__WHAT TO DO__. From the entries below, give the number of lines where the word "image" occurs, and nothing else.

╭─ RECORDED INFORMATION

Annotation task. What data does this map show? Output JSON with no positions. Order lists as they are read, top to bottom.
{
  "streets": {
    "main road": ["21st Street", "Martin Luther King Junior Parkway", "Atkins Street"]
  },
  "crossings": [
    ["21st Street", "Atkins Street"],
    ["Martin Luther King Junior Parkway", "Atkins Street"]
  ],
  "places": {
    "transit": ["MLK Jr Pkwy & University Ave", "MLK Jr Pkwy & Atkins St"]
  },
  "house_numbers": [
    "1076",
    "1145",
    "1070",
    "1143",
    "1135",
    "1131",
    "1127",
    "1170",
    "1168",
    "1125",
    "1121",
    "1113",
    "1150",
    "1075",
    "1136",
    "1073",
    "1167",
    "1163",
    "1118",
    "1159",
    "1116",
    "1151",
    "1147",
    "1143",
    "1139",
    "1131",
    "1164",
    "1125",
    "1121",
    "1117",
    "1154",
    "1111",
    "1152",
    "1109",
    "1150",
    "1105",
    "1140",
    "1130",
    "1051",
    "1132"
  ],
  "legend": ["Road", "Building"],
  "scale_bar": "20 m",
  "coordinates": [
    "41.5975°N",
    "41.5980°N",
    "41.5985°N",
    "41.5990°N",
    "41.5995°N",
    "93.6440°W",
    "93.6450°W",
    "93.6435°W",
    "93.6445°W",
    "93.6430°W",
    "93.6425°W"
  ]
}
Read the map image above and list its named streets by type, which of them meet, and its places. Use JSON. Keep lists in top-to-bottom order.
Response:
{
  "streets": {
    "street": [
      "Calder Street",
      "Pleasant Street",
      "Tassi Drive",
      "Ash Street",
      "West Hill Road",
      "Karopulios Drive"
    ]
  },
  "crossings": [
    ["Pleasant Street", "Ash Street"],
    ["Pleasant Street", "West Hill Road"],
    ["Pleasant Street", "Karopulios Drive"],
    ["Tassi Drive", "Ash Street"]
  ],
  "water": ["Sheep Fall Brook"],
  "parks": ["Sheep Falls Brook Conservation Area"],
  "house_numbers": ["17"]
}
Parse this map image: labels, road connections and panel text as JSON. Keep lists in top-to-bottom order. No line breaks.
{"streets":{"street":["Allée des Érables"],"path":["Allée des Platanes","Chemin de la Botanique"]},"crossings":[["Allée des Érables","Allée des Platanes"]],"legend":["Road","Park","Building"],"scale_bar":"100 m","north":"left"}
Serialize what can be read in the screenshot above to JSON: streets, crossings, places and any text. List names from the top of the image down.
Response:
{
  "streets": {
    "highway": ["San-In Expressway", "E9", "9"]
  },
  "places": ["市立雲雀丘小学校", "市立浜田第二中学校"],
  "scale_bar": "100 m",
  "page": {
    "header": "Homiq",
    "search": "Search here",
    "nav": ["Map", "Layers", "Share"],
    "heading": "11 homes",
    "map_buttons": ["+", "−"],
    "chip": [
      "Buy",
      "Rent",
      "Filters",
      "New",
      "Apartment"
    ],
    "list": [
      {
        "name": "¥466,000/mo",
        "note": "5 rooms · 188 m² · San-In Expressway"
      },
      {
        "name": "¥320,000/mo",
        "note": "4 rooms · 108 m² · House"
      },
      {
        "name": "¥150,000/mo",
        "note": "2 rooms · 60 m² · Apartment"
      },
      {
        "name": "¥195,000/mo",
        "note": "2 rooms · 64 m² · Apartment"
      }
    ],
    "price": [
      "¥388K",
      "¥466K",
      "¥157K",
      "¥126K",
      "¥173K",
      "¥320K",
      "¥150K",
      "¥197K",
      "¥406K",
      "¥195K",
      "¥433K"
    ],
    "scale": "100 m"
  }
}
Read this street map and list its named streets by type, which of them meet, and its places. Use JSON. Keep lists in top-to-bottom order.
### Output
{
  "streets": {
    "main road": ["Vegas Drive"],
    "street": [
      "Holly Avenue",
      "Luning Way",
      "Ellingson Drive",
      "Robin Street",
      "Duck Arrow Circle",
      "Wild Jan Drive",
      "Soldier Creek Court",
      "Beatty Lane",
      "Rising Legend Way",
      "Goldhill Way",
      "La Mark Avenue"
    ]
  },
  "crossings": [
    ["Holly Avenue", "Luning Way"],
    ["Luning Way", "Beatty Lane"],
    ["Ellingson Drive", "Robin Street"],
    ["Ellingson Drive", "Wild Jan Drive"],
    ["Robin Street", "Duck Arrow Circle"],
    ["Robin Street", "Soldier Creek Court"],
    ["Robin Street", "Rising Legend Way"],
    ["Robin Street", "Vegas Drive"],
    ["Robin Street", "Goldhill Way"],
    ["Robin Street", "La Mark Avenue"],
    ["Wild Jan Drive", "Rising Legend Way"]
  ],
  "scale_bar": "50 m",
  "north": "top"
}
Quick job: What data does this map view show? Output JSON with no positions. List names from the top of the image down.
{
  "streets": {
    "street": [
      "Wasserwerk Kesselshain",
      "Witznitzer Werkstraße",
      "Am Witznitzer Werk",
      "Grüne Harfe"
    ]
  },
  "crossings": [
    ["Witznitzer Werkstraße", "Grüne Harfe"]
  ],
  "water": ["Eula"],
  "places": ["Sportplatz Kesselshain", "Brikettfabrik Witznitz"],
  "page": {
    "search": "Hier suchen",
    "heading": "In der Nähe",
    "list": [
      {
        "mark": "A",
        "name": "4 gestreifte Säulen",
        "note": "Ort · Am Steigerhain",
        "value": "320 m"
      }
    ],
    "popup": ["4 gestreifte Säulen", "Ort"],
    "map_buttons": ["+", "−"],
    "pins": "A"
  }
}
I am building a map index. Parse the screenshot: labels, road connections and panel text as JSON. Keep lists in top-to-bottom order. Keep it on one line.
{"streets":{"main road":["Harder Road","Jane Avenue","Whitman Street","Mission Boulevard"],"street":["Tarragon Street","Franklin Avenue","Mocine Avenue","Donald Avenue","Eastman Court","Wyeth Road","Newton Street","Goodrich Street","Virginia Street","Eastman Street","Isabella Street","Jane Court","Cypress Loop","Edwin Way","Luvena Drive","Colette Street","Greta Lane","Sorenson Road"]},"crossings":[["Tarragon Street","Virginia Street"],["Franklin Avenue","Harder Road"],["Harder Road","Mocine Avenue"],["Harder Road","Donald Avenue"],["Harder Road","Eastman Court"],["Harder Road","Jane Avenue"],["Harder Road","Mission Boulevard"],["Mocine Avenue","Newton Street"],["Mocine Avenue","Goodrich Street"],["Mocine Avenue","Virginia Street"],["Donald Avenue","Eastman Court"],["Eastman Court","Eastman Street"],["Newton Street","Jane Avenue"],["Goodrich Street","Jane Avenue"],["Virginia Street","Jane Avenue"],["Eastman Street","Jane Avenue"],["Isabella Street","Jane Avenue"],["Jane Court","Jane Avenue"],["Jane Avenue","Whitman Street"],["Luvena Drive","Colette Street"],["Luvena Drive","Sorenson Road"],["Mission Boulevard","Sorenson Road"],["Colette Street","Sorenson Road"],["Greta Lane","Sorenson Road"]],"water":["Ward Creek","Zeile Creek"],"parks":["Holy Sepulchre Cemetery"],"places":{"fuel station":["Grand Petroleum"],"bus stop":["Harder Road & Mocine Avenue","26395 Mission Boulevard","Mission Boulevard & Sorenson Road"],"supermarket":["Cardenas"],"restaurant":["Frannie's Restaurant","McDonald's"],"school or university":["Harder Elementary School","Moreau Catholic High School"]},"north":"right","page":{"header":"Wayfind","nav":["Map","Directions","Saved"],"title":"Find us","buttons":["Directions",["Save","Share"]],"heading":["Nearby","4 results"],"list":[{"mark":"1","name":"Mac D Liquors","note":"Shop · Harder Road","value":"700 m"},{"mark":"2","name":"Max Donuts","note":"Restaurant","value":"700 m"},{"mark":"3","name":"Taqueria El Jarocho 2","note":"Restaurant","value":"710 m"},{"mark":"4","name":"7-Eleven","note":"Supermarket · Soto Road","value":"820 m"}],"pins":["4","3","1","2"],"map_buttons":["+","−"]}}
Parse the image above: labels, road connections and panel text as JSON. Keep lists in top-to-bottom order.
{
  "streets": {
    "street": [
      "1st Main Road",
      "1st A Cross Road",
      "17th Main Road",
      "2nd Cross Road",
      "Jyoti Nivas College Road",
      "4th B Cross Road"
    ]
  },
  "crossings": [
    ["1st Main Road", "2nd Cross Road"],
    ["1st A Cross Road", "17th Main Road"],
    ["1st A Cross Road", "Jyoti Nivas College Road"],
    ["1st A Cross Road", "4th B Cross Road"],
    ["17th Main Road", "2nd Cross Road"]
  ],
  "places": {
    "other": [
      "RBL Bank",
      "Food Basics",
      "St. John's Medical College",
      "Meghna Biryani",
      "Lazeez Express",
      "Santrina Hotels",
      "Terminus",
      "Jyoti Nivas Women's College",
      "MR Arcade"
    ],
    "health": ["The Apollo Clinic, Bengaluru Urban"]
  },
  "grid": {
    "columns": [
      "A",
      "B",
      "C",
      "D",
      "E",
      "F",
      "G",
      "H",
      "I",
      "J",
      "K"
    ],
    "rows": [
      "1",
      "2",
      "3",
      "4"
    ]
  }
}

╰─

__RESPONSE__. 5